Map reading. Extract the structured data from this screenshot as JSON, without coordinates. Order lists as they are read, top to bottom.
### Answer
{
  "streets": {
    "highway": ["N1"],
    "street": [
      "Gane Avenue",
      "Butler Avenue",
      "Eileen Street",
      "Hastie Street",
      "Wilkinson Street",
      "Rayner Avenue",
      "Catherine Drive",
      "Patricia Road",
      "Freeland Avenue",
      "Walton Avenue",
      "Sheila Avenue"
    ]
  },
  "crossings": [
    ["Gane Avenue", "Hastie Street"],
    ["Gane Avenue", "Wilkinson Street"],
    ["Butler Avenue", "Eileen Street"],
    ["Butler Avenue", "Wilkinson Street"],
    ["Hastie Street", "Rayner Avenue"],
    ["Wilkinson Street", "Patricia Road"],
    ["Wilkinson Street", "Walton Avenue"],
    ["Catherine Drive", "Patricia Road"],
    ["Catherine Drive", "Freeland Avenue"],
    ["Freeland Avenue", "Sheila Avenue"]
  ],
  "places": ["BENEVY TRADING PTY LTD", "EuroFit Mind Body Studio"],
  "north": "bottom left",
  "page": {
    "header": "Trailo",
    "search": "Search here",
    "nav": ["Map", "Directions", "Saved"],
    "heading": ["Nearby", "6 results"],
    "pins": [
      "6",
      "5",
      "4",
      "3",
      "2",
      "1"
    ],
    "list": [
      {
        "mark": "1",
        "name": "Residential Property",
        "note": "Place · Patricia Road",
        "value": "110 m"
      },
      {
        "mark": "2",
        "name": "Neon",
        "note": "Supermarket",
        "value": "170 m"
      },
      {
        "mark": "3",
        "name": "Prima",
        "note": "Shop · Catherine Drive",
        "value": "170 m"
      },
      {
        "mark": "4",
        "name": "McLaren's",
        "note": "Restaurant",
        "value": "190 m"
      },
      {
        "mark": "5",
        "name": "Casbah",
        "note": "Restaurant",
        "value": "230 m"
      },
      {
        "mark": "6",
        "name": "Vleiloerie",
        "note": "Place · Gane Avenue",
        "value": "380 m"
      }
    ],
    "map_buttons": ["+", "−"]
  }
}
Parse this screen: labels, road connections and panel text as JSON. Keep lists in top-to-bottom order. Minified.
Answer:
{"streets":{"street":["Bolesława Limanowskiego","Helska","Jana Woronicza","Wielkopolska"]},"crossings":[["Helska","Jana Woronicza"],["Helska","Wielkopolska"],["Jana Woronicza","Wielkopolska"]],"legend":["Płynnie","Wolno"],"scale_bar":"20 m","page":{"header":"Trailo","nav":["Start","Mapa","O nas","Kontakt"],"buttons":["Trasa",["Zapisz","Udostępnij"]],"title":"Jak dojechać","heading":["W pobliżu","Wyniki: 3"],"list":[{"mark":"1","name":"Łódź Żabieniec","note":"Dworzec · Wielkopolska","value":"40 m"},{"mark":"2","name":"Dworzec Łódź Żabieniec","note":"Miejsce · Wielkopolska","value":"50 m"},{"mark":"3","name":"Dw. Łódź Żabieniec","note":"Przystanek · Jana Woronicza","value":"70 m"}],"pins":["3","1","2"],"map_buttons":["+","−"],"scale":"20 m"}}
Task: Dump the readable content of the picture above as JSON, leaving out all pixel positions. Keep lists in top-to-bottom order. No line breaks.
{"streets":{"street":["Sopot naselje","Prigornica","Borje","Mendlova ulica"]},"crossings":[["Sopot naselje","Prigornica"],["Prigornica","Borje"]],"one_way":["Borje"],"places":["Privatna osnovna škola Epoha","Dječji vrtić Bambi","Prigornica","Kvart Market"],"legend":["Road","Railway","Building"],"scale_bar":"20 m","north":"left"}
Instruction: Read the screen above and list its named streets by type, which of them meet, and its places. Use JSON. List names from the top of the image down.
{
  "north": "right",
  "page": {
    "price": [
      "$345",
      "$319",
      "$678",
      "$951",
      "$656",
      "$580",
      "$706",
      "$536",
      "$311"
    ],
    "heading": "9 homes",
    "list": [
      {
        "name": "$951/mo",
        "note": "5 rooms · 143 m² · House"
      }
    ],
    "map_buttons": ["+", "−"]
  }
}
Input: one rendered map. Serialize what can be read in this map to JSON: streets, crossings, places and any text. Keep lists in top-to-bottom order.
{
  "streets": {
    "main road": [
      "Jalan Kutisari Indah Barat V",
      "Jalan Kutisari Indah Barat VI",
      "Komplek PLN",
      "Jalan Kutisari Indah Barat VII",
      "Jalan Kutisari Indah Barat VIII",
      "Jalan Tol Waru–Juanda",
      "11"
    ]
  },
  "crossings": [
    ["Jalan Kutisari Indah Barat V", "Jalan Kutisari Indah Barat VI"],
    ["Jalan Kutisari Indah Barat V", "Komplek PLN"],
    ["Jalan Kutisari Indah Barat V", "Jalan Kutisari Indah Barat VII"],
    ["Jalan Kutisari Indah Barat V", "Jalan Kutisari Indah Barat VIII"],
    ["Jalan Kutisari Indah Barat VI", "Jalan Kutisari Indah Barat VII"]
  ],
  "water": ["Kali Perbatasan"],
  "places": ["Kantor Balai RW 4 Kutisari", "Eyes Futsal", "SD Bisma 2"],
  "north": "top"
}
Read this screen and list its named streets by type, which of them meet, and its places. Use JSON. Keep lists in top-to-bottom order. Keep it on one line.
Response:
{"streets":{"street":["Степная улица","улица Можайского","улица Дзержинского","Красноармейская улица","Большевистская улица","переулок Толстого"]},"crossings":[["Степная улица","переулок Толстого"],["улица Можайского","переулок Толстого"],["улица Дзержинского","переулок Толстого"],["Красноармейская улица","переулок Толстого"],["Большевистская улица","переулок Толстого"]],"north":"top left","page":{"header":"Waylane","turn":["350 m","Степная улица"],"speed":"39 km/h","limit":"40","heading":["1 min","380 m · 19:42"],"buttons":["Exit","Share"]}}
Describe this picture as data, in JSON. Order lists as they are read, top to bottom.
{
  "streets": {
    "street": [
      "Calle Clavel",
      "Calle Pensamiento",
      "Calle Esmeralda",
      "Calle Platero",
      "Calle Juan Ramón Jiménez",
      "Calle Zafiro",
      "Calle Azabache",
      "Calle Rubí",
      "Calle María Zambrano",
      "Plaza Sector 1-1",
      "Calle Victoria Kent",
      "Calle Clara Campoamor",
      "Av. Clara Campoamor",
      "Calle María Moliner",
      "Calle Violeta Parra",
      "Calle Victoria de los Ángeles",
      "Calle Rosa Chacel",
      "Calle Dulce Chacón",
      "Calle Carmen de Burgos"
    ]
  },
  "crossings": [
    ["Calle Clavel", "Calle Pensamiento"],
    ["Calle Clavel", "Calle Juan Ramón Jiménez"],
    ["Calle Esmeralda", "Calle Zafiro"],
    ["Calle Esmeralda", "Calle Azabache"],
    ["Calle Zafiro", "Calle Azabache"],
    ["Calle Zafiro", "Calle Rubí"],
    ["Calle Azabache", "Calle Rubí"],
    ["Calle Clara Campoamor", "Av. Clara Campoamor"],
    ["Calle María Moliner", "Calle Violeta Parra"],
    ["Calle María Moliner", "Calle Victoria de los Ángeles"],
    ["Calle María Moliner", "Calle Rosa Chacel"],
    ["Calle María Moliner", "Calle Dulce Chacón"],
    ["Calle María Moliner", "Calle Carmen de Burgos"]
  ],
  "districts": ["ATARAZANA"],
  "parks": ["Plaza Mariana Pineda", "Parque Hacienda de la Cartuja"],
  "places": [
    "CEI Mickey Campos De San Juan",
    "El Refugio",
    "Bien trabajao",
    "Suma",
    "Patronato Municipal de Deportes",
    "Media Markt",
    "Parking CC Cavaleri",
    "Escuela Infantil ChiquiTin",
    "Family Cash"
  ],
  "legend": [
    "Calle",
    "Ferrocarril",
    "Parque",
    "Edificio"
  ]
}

■ ■ ■

Copy the entries exactly, leaving no line out.

Map reading. Extract the structured data from this screenshot as JSON, without coordinates. Order lists as they are read, top to bottom.
### Answer
{
  "streets": {
    "highway": ["N1"],
    "street": [
      "Gane Avenue",
      "Butler Avenue",
      "Eileen Street",
      "Hastie Street",
      "Wilkinson Street",
      "Rayner Avenue",
      "Catherine Drive",
      "Patricia Road",
      "Freeland Avenue",
      "Walton Avenue",
      "Sheila Avenue"
    ]
  },
  "crossings": [
    ["Gane Avenue", "Hastie Street"],
    ["Gane Avenue", "Wilkinson Street"],
    ["Butler Avenue", "Eileen Street"],
    ["Butler Avenue", "Wilkinson Street"],
    ["Hastie Street", "Rayner Avenue"],
    ["Wilkinson Street", "Patricia Road"],
    ["Wilkinson Street", "Walton Avenue"],
    ["Catherine Drive", "Patricia Road"],
    ["Catherine Drive", "Freeland Avenue"],
    ["Freeland Avenue", "Sheila Avenue"]
  ],
  "places": ["BENEVY TRADING PTY LTD", "EuroFit Mind Body Studio"],
  "north": "bottom left",
  "page": {
    "header": "Trailo",
    "search": "Search here",
    "nav": ["Map", "Directions", "Saved"],
    "heading": ["Nearby", "6 results"],
    "pins": [
      "6",
      "5",
      "4",
      "3",
      "2",
      "1"
    ],
    "list": [
      {
        "mark": "1",
        "name": "Residential Property",
        "note": "Place · Patricia Road",
        "value": "110 m"
      },
      {
        "mark": "2",
        "name": "Neon",
        "note": "Supermarket",
        "value": "170 m"
      },
      {
        "mark": "3",
        "name": "Prima",
        "note": "Shop · Catherine Drive",
        "value": "170 m"
      },
      {
        "mark": "4",
        "name": "McLaren's",
        "note": "Restaurant",
        "value": "190 m"
      },
      {
        "mark": "5",
        "name": "Casbah",
        "note": "Restaurant",
        "value": "230 m"
      },
      {
        "mark": "6",
        "name": "Vleiloerie",
        "note": "Place · Gane Avenue",
        "value": "380 m"
      }
    ],
    "map_buttons": ["+", "−"]
  }
}
Parse this screen: labels, road connections and panel text as JSON. Keep lists in top-to-bottom order. Minified.
Answer:
{"streets":{"street":["Bolesława Limanowskiego","Helska","Jana Woronicza","Wielkopolska"]},"crossings":[["Helska","Jana Woronicza"],["Helska","Wielkopolska"],["Jana Woronicza","Wielkopolska"]],"legend":["Płynnie","Wolno"],"scale_bar":"20 m","page":{"header":"Trailo","nav":["Start","Mapa","O nas","Kontakt"],"buttons":["Trasa",["Zapisz","Udostępnij"]],"title":"Jak dojechać","heading":["W pobliżu","Wyniki: 3"],"list":[{"mark":"1","name":"Łódź Żabieniec","note":"Dworzec · Wielkopolska","value":"40 m"},{"mark":"2","name":"Dworzec Łódź Żabieniec","note":"Miejsce · Wielkopolska","value":"50 m"},{"mark":"3","name":"Dw. Łódź Żabieniec","note":"Przystanek · Jana Woronicza","value":"70 m"}],"pins":["3","1","2"],"map_buttons":["+","−"],"scale":"20 m"}}
Task: Dump the readable content of the picture above as JSON, leaving out all pixel positions. Keep lists in top-to-bottom order. No line breaks.
{"streets":{"street":["Sopot naselje","Prigornica","Borje","Mendlova ulica"]},"crossings":[["Sopot naselje","Prigornica"],["Prigornica","Borje"]],"one_way":["Borje"],"places":["Privatna osnovna škola Epoha","Dječji vrtić Bambi","Prigornica","Kvart Market"],"legend":["Road","Railway","Building"],"scale_bar":"20 m","north":"left"}
Instruction: Read the screen above and list its named streets by type, which of them meet, and its places. Use JSON. List names from the top of the image down.
{
  "north": "right",
  "page": {
    "price": [
      "$345",
      "$319",
      "$678",
      "$951",
      "$656",
      "$580",
      "$706",
      "$536",
      "$311"
    ],
    "heading": "9 homes",
    "list": [
      {
        "name": "$951/mo",
        "note": "5 rooms · 143 m² · House"
      }
    ],
    "map_buttons": ["+", "−"]
  }
}
Input: one rendered map. Serialize what can be read in this map to JSON: streets, crossings, places and any text. Keep lists in top-to-bottom order.
{
  "streets": {
    "main road": [
      "Jalan Kutisari Indah Barat V",
      "Jalan Kutisari Indah Barat VI",
      "Komplek PLN",
      "Jalan Kutisari Indah Barat VII",
      "Jalan Kutisari Indah Barat VIII",
      "Jalan Tol Waru–Juanda",
      "11"
    ]
  },
  "crossings": [
    ["Jalan Kutisari Indah Barat V", "Jalan Kutisari Indah Barat VI"],
    ["Jalan Kutisari Indah Barat V", "Komplek PLN"],
    ["Jalan Kutisari Indah Barat V", "Jalan Kutisari Indah Barat VII"],
    ["Jalan Kutisari Indah Barat V", "Jalan Kutisari Indah Barat VIII"],
    ["Jalan Kutisari Indah Barat VI", "Jalan Kutisari Indah Barat VII"]
  ],
  "water": ["Kali Perbatasan"],
  "places": ["Kantor Balai RW 4 Kutisari", "Eyes Futsal", "SD Bisma 2"],
  "north": "top"
}
Read this screen and list its named streets by type, which of them meet, and its places. Use JSON. Keep lists in top-to-bottom order. Keep it on one line.
Response:
{"streets":{"street":["Степная улица","улица Можайского","улица Дзержинского","Красноармейская улица","Большевистская улица","переулок Толстого"]},"crossings":[["Степная улица","переулок Толстого"],["улица Можайского","переулок Толстого"],["улица Дзержинского","переулок Толстого"],["Красноармейская улица","переулок Толстого"],["Большевистская улица","переулок Толстого"]],"north":"top left","page":{"header":"Waylane","turn":["350 m","Степная улица"],"speed":"39 km/h","limit":"40","heading":["1 min","380 m · 19:42"],"buttons":["Exit","Share"]}}
Describe this picture as data, in JSON. Order lists as they are read, top to bottom.
{
  "streets": {
    "street": [
      "Calle Clavel",
      "Calle Pensamiento",
      "Calle Esmeralda",
      "Calle Platero",
      "Calle Juan Ramón Jiménez",
      "Calle Zafiro",
      "Calle Azabache",
      "Calle Rubí",
      "Calle María Zambrano",
      "Plaza Sector 1-1",
      "Calle Victoria Kent",
      "Calle Clara Campoamor",
      "Av. Clara Campoamor",
      "Calle María Moliner",
      "Calle Violeta Parra",
      "Calle Victoria de los Ángeles",
      "Calle Rosa Chacel",
      "Calle Dulce Chacón",
      "Calle Carmen de Burgos"
    ]
  },
  "crossings": [
    ["Calle Clavel", "Calle Pensamiento"],
    ["Calle Clavel", "Calle Juan Ramón Jiménez"],
    ["Calle Esmeralda", "Calle Zafiro"],
    ["Calle Esmeralda", "Calle Azabache"],
    ["Calle Zafiro", "Calle Azabache"],
    ["Calle Zafiro", "Calle Rubí"],
    ["Calle Azabache", "Calle Rubí"],
    ["Calle Clara Campoamor", "Av. Clara Campoamor"],
    ["Calle María Moliner", "Calle Violeta Parra"],
    ["Calle María Moliner", "Calle Victoria de los Ángeles"],
    ["Calle María Moliner", "Calle Rosa Chacel"],
    ["Calle María Moliner", "Calle Dulce Chacón"],
    ["Calle María Moliner", "Calle Carmen de Burgos"]
  ],
  "districts": ["ATARAZANA"],
  "parks": ["Plaza Mariana Pineda", "Parque Hacienda de la Cartuja"],
  "places": [
    "CEI Mickey Campos De San Juan",
    "El Refugio",
    "Bien trabajao",
    "Suma",
    "Patronato Municipal de Deportes",
    "Media Markt",
    "Parking CC Cavaleri",
    "Escuela Infantil ChiquiTin",
    "Family Cash"
  ],
  "legend": [
    "Calle",
    "Ferrocarril",
    "Parque",
    "Edificio"
  ]
}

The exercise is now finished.